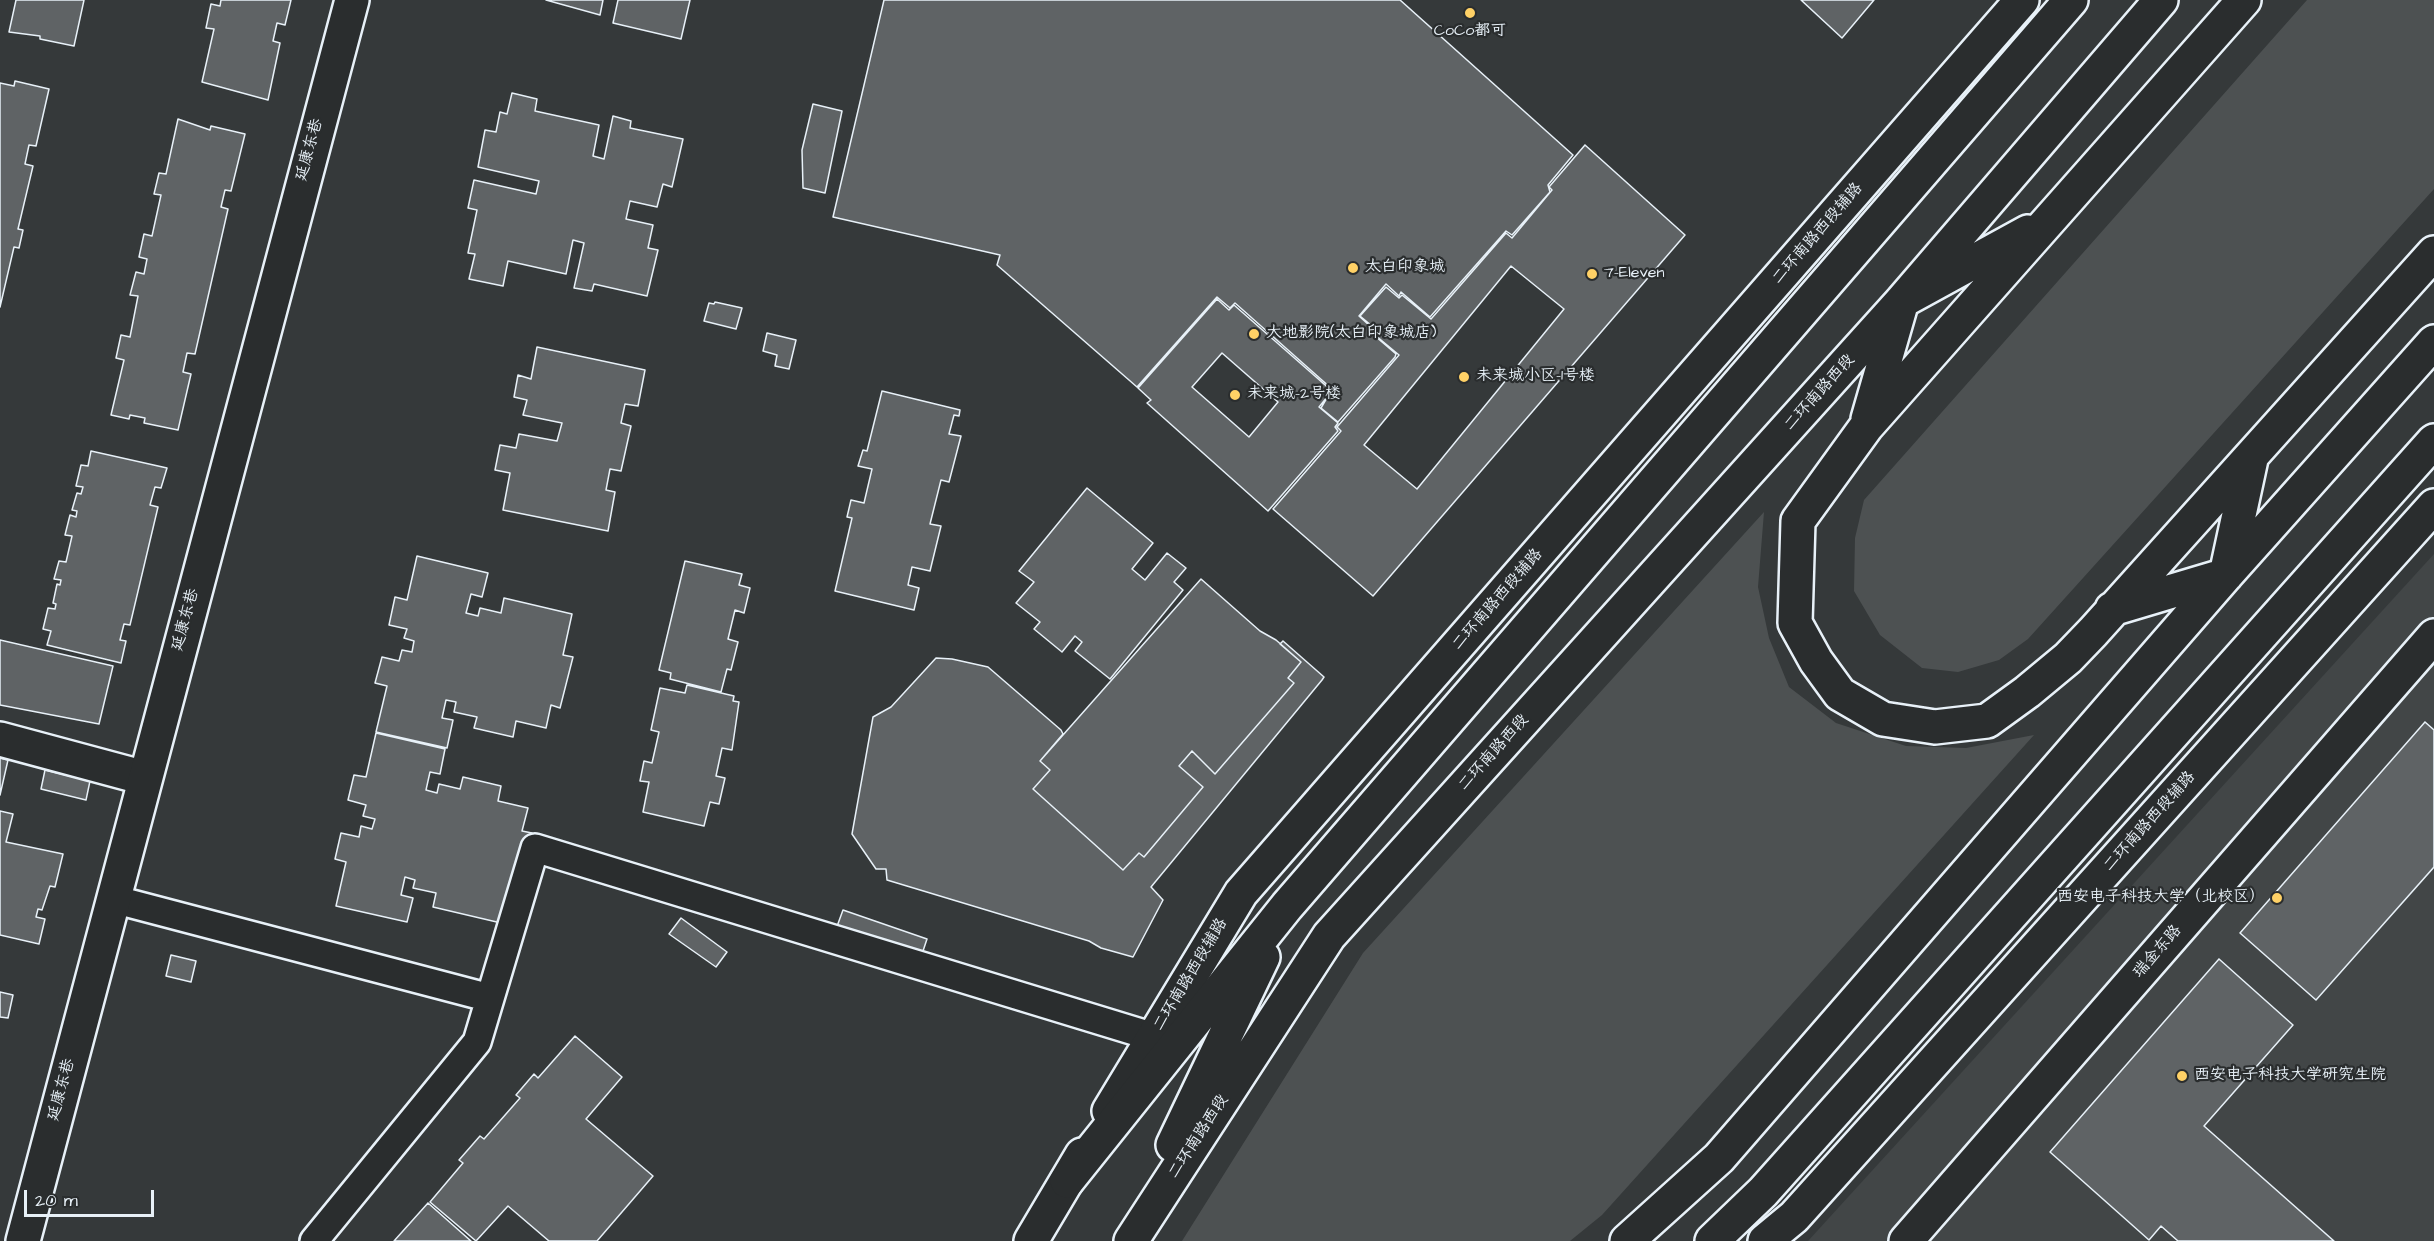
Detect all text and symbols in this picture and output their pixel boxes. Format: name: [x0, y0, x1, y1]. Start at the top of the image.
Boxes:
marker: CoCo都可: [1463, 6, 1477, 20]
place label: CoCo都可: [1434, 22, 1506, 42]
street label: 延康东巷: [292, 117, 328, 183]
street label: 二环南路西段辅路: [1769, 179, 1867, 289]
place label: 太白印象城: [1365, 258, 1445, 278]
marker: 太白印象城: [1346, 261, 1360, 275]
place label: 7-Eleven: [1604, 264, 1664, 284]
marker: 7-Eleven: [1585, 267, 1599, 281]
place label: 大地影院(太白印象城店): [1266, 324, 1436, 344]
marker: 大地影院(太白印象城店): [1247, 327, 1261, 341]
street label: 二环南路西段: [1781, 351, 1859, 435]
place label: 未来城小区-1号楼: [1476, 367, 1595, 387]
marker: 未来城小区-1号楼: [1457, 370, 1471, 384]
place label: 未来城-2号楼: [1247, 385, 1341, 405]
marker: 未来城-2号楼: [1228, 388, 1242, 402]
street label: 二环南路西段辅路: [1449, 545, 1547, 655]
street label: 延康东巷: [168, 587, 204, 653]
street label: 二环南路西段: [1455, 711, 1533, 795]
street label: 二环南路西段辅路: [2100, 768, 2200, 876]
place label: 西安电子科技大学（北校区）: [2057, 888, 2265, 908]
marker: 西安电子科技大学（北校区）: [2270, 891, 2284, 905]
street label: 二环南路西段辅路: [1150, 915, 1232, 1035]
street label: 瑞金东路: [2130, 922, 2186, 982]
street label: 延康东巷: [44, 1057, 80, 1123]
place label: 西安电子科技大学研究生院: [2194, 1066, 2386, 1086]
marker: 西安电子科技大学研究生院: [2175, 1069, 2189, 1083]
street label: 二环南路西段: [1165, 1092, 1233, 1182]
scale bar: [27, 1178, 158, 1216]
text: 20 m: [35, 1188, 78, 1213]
==
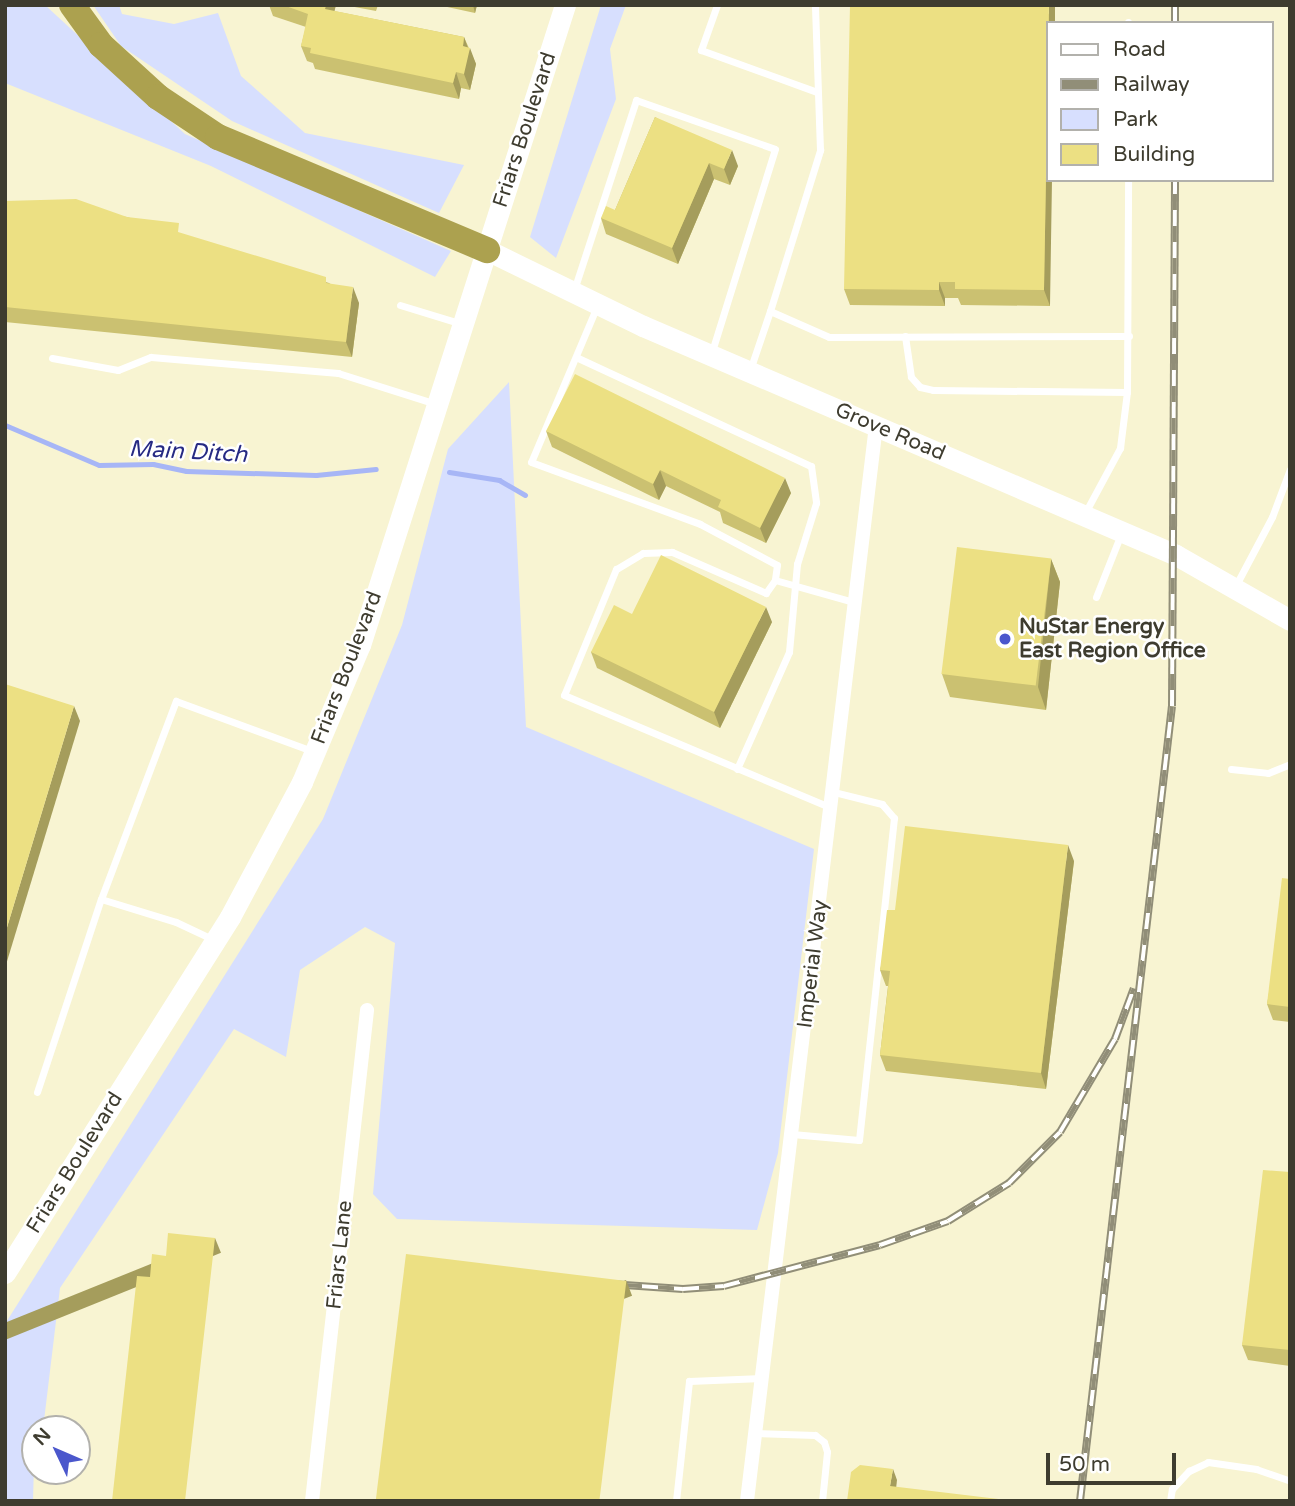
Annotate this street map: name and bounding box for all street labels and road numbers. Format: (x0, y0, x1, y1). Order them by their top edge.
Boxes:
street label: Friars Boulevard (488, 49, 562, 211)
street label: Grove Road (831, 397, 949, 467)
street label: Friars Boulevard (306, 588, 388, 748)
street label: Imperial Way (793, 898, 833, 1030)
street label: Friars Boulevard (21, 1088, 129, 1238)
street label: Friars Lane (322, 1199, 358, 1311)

__Exercise description__
Scan the records above for the word "their". Copy each line that has it.

__Solution for this exercise__
Detect all text and symbols in this picture and output their pixel boxes. Format: name: [x0, y0, x1, y1]. Start at the top of the image.
Annotate this street map: name and bounding box for all street labels and road numbers. Format: (x0, y0, x1, y1). Order them by their top edge.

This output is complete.